A warrantless search of a car when it is impounded is proper as an “inventory search” when the process aims at securing or protecting a car and its contents and is performed strictly according to standard police procedures. It cannot be a pretext for rummaging throughout the car to look for evidence of a crime.
About This Article Briefly: The following article is first about the inventory search exception to the Fourth Amendment warrant requirement, but then about the automobile exception to the Fourth Amendment, too, in what may be considered a fall-back justification for an improper inventory search.
Defendant Saul Zabala was stopped for a traffic infraction, but was also discovered to be driving on a suspended license by a Santa Clara County Sheriff’s deputy. The female deputy decided to impound the car, so the car was searched as part of a standard inventory search. Such a search can include of areas where people commonly put items of value, such as in the glove compartment, the center console, the trunk and under the driver’s seat.
In conducting the inventory search, she found four blue baggies filled with equal amounts of a white powdery substance in a paper bag under the driver’s seat. The deputy showed the baggies to another deputy, who was searching the passenger area. The other deputy thought the white substance was cocaine.
The deputies then tested the substance with a field kit and it was found negative as a controlled substance, but the deputies suspected it was a cutting agent be mixed with a controlled substance to increase its volume.
After examining the baggies, the male deputy noticed that the radio console “looked loose, like it had been manipulated previously.” He explained, “the clearance between the actual dashboard and the plastic trim console looked enlarged, like it had been removed and replaced and I thought it could have been indicative of a hidden compartment in the vehicle.”
Using his pocket knife, the deputy then removed the console, which in fact was loose, and between the air conditioning ducts behind the stereo he found several bags of a white crystalline substance that he recognized as methamphetamine.
The officers then arrested Zabala for transporting a controlled substance for sale (Health & Safety Code § 11379) and driving with a suspended license (Vehicle Code § 14601.1).
Court of Appeal Sixth Appellate District San Jose
At trial, Zabala moved to suppress the drugs found behind the fake radio console as found only because the officer exceeded the scope of a normal inventory search.
The Santa Clara County judge hearing the motion denied it, finding that the drugs were found within the scope of a normal inventory search as a valid exercise of the officers’ community caretaking function.
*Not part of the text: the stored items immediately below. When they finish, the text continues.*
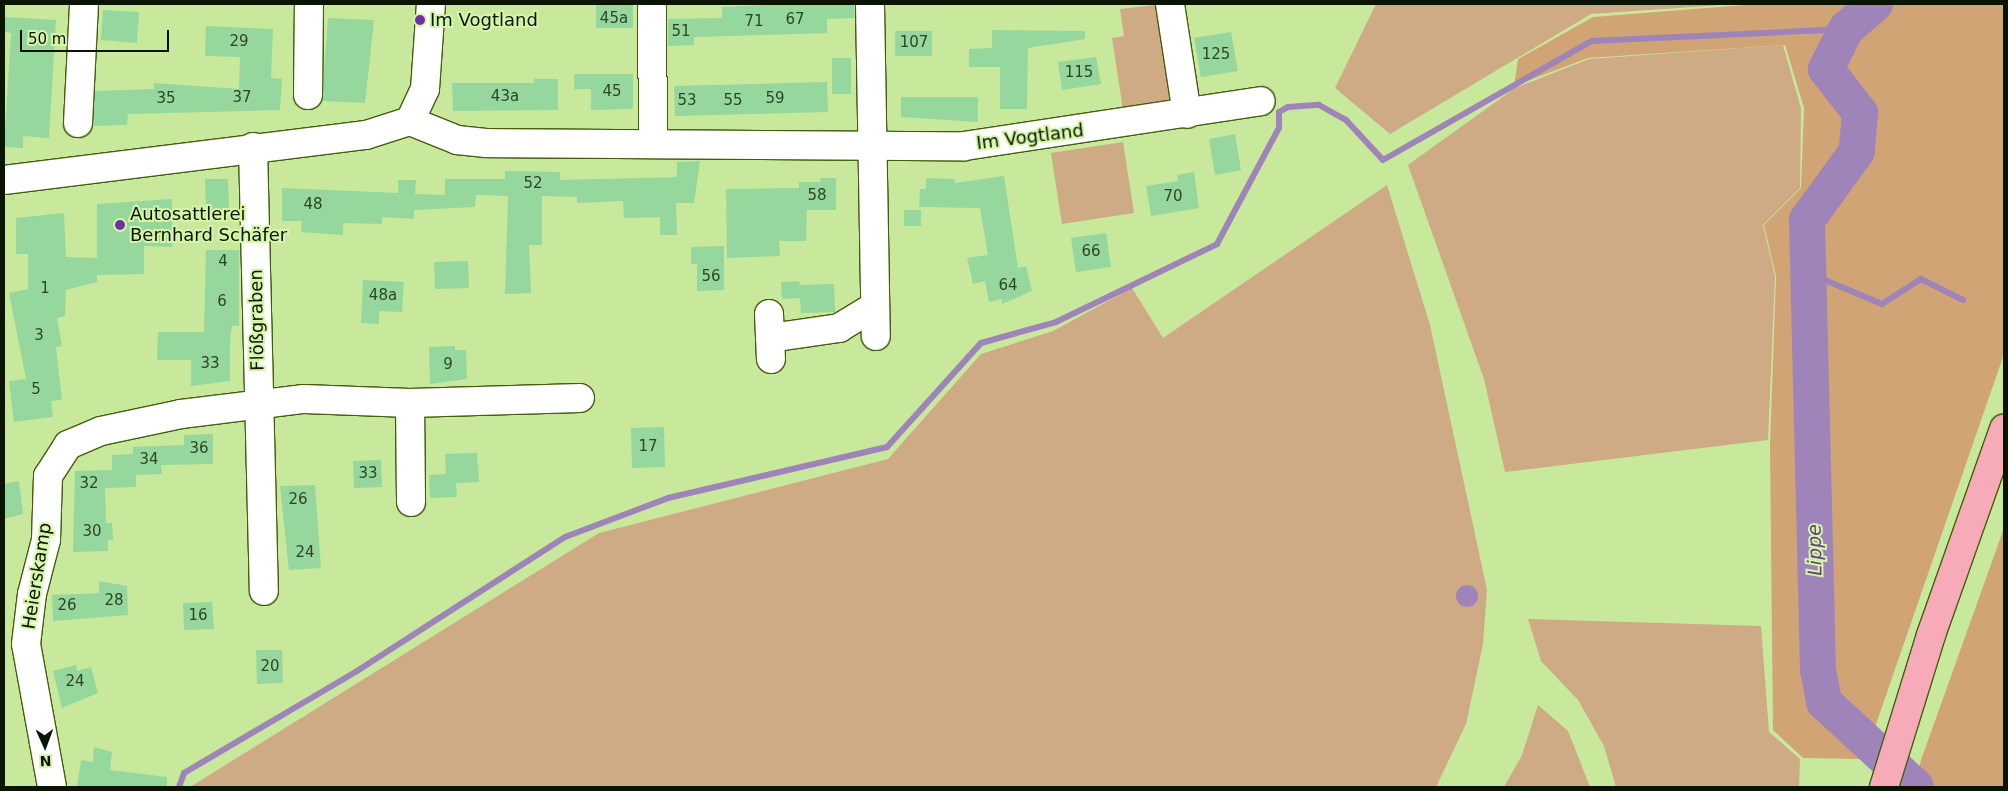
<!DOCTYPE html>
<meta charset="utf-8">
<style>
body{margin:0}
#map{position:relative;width:2008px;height:791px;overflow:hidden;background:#c8e99b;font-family:"DejaVu Sans",sans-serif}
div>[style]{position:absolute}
.green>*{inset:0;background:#ceaa85}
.forest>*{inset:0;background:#d1a475}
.water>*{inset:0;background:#9e84b9}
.round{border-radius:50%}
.stream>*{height:6px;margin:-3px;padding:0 3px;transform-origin:3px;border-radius:3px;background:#9e84b9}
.river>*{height:36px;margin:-18px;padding:0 18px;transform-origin:18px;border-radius:18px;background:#9e84b9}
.building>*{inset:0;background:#95d79c}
.roads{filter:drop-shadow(1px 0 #435d0d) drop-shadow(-1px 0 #435d0d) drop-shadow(0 1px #435d0d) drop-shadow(0 -1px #435d0d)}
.minor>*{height:28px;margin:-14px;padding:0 14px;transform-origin:14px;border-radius:14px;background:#fff}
.highway>*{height:28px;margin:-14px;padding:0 14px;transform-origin:14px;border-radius:14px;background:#f7abb9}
.dots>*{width:14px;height:14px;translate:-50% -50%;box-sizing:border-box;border:2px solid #d5f6a8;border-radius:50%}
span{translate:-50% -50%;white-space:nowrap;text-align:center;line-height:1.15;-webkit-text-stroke:4px #d5f6a8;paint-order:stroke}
.number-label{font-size:15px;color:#2d4527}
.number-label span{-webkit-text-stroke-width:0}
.poi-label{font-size:18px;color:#0a1400}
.left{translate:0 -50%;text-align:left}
.street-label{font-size:18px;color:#0a1400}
.water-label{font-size:19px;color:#613e81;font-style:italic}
.frame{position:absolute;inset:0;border:5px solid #0a1400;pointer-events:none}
.north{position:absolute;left:20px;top:721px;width:50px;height:50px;-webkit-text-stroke:4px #d5f6a8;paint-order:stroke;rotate:178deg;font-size:14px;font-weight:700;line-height:20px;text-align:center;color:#0a1400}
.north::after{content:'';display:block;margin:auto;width:18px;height:22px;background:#0a1400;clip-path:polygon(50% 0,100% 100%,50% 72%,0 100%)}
.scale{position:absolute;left:20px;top:30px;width:149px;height:22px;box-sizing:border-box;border:2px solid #0a1400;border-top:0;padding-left:6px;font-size:15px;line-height:18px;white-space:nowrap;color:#0a1400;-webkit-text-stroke:4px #d5f6a8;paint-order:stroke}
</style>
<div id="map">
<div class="green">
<i style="clip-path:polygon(1164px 4px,1177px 92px,1163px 104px,1123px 110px,1112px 38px,1124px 36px,1120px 9px)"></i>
<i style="clip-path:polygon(1376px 4px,1737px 4px,1591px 14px,1390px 134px,1335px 88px)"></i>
<i style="clip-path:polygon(1783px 45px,1801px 108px,1800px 188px,1763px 225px,1775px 276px,1768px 440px,1505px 472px,1484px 379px,1408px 165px,1515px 88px,1589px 59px)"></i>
<i style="clip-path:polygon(1123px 142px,1134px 213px,1062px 224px,1051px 153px)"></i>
<i style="clip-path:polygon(1387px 185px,1430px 325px,1487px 590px,1483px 644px,1466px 724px,1436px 787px,190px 787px,599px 533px,888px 459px,981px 354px,1053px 331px,1132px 288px,1163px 338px)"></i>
<i style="clip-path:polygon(1528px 619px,1761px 626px,1769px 732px,1800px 759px,1799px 787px,1616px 787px,1604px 746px,1578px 700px,1541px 661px)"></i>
<i style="clip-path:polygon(1538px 705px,1568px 731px,1590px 787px,1504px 787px,1522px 755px)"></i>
</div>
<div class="forest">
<i style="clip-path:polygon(1757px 4px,2004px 4px,2004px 354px,1864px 759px,1803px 758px,1773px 730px,1770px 446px,1776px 276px,1764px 225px,1801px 188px,1804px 108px,1785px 45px,1588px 58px,1514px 86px,1518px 59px,1593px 17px)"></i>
<i style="clip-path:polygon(2004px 528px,2004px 787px,1914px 787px,1921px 760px)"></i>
</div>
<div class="water">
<i class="round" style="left:1456px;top:585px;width:22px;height:22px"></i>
</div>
<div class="stream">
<i style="left:1808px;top:273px;width:80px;rotate:22.7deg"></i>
<i style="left:1882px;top:304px;width:46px;rotate:-32.7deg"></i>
<i style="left:1921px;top:279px;width:47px;rotate:26.6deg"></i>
<i style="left:179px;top:787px;width:15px;rotate:-70deg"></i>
<i style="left:184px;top:773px;width:201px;rotate:-30.5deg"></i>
<i style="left:357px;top:671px;width:247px;rotate:-32.8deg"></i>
<i style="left:565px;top:537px;width:110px;rotate:-20.7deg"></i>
<i style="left:668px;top:498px;width:225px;rotate:-13.1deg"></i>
<i style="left:887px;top:447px;width:140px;rotate:-47.9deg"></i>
<i style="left:981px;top:343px;width:78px;rotate:-15.6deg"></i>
<i style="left:1056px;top:322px;width:179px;rotate:-25.8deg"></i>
<i style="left:1217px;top:244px;width:132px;rotate:-61.9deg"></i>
<i style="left:1279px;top:128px;width:16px;rotate:-90deg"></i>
<i style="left:1279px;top:112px;width:10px;rotate:-29deg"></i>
<i style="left:1288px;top:107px;width:31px;rotate:-4deg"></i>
<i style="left:1319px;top:105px;width:31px;rotate:29deg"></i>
<i style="left:1346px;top:120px;width:54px;rotate:47.2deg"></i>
<i style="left:1383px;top:160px;width:241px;rotate:-29.7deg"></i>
<i style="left:1592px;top:41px;width:254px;rotate:-2.7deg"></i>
</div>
<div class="river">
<i style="left:1875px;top:4px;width:38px;rotate:139deg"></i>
<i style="left:1846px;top:29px;width:45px;rotate:116.6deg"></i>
<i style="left:1826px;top:69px;width:56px;rotate:52.3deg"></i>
<i style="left:1860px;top:113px;width:38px;rotate:95deg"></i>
<i style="left:1857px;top:151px;width:85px;rotate:125.9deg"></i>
<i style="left:1807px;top:220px;width:450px;rotate:88.6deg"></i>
<i style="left:1818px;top:670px;width:33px;rotate:79deg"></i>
<i style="left:1824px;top:702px;width:125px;rotate:42.7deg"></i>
</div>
<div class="building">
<i style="clip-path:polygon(596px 4px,633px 4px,633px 28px,596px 28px)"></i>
<i style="clip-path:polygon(784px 4px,854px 4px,855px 18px,827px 19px,827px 33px,694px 37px,694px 45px,668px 46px,668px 19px,722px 18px,722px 7px)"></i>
<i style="clip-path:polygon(103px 10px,139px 12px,137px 43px,101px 40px)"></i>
<i style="clip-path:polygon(4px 17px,56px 20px,49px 138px,23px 136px,23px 148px,4px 147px,11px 33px,4px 32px)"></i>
<i style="clip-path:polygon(328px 18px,374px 20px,365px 103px,322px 101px)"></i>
<i style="clip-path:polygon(206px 26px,273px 29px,271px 78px,282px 79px,280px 110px,128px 114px,127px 125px,93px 126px,95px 91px,154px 89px,154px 83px,239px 89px,240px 57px,205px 56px)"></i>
<i style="clip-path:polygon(992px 30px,1085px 31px,1085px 39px,1028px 48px,1027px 109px,1000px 109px,1000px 67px,969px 67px,969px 49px,992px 48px)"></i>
<i style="clip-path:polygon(895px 31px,932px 31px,932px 56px,895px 56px)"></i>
<i style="clip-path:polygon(1231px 32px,1238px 71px,1201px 77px,1194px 38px)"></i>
<i style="clip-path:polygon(1096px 57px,1101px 84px,1062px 90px,1058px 62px)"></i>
<i style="clip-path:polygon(832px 58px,851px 58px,851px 94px,832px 94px)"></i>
<i style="clip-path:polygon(574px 74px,633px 74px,633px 109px,591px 110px,591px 89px,574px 89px)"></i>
<i style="clip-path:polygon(534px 79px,558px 79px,558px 110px,453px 111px,452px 83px,534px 83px)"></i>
<i style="clip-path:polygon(827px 82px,828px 112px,675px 116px,674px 86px)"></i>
<i style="clip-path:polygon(901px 97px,978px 97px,978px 122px,901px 117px)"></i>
<i style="clip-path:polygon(1235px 134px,1241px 170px,1215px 175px,1209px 139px)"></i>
<i style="clip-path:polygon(700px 161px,694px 203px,676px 203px,677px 235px,660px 235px,660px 217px,624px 218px,623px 201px,577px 203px,577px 197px,542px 196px,542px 245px,529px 245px,531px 293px,505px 294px,508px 196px,476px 195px,475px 207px,414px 210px,414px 219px,382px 217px,382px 224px,343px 223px,343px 235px,301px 232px,302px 221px,282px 221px,282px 188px,398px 193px,398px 180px,416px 180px,415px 194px,445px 195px,445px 179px,505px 179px,505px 171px,560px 172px,560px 180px,677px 177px,677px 162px)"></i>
<i style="clip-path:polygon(1194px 172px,1199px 208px,1151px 216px,1146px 186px,1178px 181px,1177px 175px)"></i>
<i style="clip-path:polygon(1004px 176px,1018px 268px,1026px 266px,1032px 291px,1002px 304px,1002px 299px,989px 302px,985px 281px,973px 284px,967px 258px,988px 255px,980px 208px,919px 207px,920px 189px,926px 189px,926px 178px,955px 179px,955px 183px)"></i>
<i style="clip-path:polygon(820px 178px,836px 178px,836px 210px,807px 210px,806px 241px,779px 241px,780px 256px,727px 258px,726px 189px,799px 188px,799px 182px,821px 182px)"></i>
<i style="clip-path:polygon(205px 179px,228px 179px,229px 210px,206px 211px)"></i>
<i style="clip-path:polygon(172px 199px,172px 247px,144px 246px,144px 274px,97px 275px,97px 282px,66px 290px,65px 316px,57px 318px,62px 346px,56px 347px,62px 400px,51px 401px,53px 417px,14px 422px,9px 381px,26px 379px,9px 293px,28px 289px,28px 254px,16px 254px,16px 218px,64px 213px,66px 257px,97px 258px,97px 204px)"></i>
<i style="clip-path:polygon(904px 210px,921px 210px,921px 226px,904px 226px)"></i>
<i style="clip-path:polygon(1106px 233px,1111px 267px,1076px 272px,1071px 238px)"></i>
<i style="clip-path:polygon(724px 246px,724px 290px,697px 291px,697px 264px,691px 264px,691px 247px)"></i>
<i style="clip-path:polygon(206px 250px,239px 250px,239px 326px,232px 326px,230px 338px,230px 381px,191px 386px,191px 360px,157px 360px,158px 332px,204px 332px)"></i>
<i style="clip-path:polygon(468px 261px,469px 288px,435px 289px,434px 262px)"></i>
<i style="clip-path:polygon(363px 280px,404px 282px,402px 312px,379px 311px,379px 324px,361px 323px)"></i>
<i style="clip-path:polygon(799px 281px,800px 285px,834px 284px,835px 312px,801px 313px,800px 298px,782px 299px,781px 282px)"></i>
<i style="clip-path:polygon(455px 346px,455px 350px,466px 350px,467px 379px,430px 384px,429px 347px)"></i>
<i style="clip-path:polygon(664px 427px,665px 467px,632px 468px,631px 428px)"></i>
<i style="clip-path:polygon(213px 434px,213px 464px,161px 465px,162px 474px,136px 475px,136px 487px,105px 488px,106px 523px,112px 523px,113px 540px,108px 540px,108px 551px,73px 552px,75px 471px,112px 470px,112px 455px,133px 454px,133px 447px,184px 445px,184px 435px)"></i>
<i style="clip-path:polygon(477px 453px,479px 482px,456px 483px,457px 497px,430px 498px,429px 475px,446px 474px,445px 454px)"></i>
<i style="clip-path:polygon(381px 460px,382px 487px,354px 488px,353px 461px)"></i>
<i style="clip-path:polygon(19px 481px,23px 514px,4px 519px,4px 484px)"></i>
<i style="clip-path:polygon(315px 485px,321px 568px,289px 570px,280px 486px)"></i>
<i style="clip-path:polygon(99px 581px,127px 586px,128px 615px,53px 621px,52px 595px,99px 593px)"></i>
<i style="clip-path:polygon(212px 602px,214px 629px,184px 630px,183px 603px)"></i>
<i style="clip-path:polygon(256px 650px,282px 650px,283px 683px,257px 684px)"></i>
<i style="clip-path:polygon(76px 665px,77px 671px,91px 667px,98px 693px,62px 708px,53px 671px)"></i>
<i style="clip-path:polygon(94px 747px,112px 752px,110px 770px,167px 777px,167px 787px,77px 787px,81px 760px,93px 762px)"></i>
</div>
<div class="roads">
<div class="minor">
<i style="left:652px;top:4px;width:139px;rotate:89.6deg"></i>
<i style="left:870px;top:4px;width:332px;rotate:89deg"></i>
<i style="left:1170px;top:4px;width:111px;rotate:81.2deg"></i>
<i style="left:308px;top:95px;width:91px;rotate:-89.4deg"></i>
<i style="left:410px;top:121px;width:35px;rotate:-65deg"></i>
<i style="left:425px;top:89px;width:85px;rotate:-86deg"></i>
<i style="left:78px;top:123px;width:119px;rotate:-87.1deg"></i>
<i style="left:253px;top:147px;width:444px;rotate:88.6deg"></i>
<i style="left:4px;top:180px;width:365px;rotate:-7.1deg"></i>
<i style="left:366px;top:135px;width:46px;rotate:-17.7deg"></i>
<i style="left:410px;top:121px;width:51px;rotate:22deg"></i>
<i style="left:457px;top:140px;width:29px;rotate:6deg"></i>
<i style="left:486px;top:143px;width:478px;rotate:0.4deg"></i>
<i style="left:964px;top:146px;width:300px;rotate:-8.6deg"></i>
<i style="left:769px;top:314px;width:45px;rotate:87.5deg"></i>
<i style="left:770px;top:338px;width:70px;rotate:-8.2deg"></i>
<i style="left:839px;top:328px;width:42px;rotate:-31.4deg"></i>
<i style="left:410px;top:403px;width:99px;rotate:89.4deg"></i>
<i style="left:52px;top:787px;width:145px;rotate:-100.3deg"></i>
<i style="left:26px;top:644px;width:50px;rotate:-83.2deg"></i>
<i style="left:32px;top:594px;width:56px;rotate:-75.5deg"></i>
<i style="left:46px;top:540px;width:64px;rotate:-88.2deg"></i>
<i style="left:48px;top:476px;width:37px;rotate:-57deg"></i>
<i style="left:68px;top:445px;width:36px;rotate:-23deg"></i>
<i style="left:101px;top:431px;width:82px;rotate:-12deg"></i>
<i style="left:181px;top:414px;width:124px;rotate:-7deg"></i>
<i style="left:304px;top:399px;width:106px;rotate:2.2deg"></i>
<i style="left:410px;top:403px;width:170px;rotate:-1.7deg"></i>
</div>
<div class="highway">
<i style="left:1884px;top:787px;width:159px;rotate:-72.8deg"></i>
<i style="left:1931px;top:635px;width:219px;rotate:-70.5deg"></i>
</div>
</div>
<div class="dots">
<i style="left:420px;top:20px;background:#712fa3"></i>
<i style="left:120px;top:225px;background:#712fa3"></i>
</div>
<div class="number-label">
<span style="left:614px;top:19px">45a</span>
<span style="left:795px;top:20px">67</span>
<span style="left:754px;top:22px">71</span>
<span style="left:681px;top:32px">51</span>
<span style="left:239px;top:42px">29</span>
<span style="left:914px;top:43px">107</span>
<span style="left:1216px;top:55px">125</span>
<span style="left:1079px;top:73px">115</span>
<span style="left:612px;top:92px">45</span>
<span style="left:505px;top:97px">43a</span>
<span style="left:242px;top:98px">37</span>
<span style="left:166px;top:99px">35</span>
<span style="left:775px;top:99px">59</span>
<span style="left:687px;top:101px">53</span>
<span style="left:733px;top:101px">55</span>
<span style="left:533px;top:184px">52</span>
<span style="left:817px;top:196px">58</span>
<span style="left:1173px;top:197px">70</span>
<span style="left:313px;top:205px">48</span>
<span style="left:1091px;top:252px">66</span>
<span style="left:223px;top:262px">4</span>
<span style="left:711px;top:277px">56</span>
<span style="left:1008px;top:286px">64</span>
<span style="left:45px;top:289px">1</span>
<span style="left:383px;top:296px">48a</span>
<span style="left:222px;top:302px">6</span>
<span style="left:39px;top:336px">3</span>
<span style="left:210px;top:364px">33</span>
<span style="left:448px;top:365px">9</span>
<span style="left:36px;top:390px">5</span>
<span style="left:648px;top:447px">17</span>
<span style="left:199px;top:449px">36</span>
<span style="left:149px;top:460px">34</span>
<span style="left:368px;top:474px">33</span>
<span style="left:89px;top:484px">32</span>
<span style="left:298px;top:500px">26</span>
<span style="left:92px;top:532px">30</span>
<span style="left:305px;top:553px">24</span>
<span style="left:114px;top:601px">28</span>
<span style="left:67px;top:606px">26</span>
<span style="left:198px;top:616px">16</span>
<span style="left:270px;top:667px">20</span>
<span style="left:75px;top:682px">24</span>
</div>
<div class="poi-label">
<span class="left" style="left:430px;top:20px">Im Vogtland</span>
<span class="left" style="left:130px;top:225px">Autosattlerei<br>Bernhard Schäfer</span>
</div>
<div class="street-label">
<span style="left:1030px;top:137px;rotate:-7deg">Im Vogtland</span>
<span style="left:257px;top:320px;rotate:-91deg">Flößgraben</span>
<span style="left:37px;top:576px;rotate:-81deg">Heierskamp</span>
</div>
<div class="water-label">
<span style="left:1815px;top:550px;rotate:-91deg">Lippe</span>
</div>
<div class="frame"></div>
<div class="north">N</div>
<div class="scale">50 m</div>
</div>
South Dakota v. Opperman (1976) 428 U.S. 364, 368-369; Colorado v. Bertin (1987) 479 U.S. 367, 381.
Defendant then pleaded no contest and admitted a prior felony conviction. Pursuant to a plea bargain, he was sentenced to three years in state prison with a consecutive three-year term for one of the prior conviction allegations.
Zabala then appealed the trial court’s motion to suppress ruling to the Sixth Appellate District in Santa Clara.
The Sixth Appellate District Court of Appeal affirmed the trial court, but for a different reason. It found that the search was valid under the automobile exception to the warrant requirement.
The court then surveyed the inventory search caselaw and cases involving searches of closed containers found in cars. It then looked at cases involving contraband discovered in closed containers hidden in a vehicle and analogized this case to United States v. Best (8th Cir. 1998) 135 F.3d 1223 and United States v. Lugo (10th Cir. 1992) 978 F.2d 631.
In both such cases, the court found that the officer’s search exceeded the scope of an inventory search (see People v. Andrews (1970)) 6 Cal.App.3d 428 (an inventory search does not extend to a hidden compartment), but was a valid search under the automobile exception, based upon the probable cause arising from finding the three baggies in the paper bag under the driver’s seat.
We present this case to the reader to exemplify how there are overlapping exceptions to the warrant requirement that can apply and how, here under the totality of the circumstances (with the officers finding the three baggies of a white substance in particular) led to probable cause for a more intrusive search under the automobile exception.
The citation for the Sixth Appellate District Court ruling discussed above is People v. Saul Zabala (6th App. Dist., 2018) 19 Cal. App. 5th 335, 227 Cal. Rptr. 3d 878.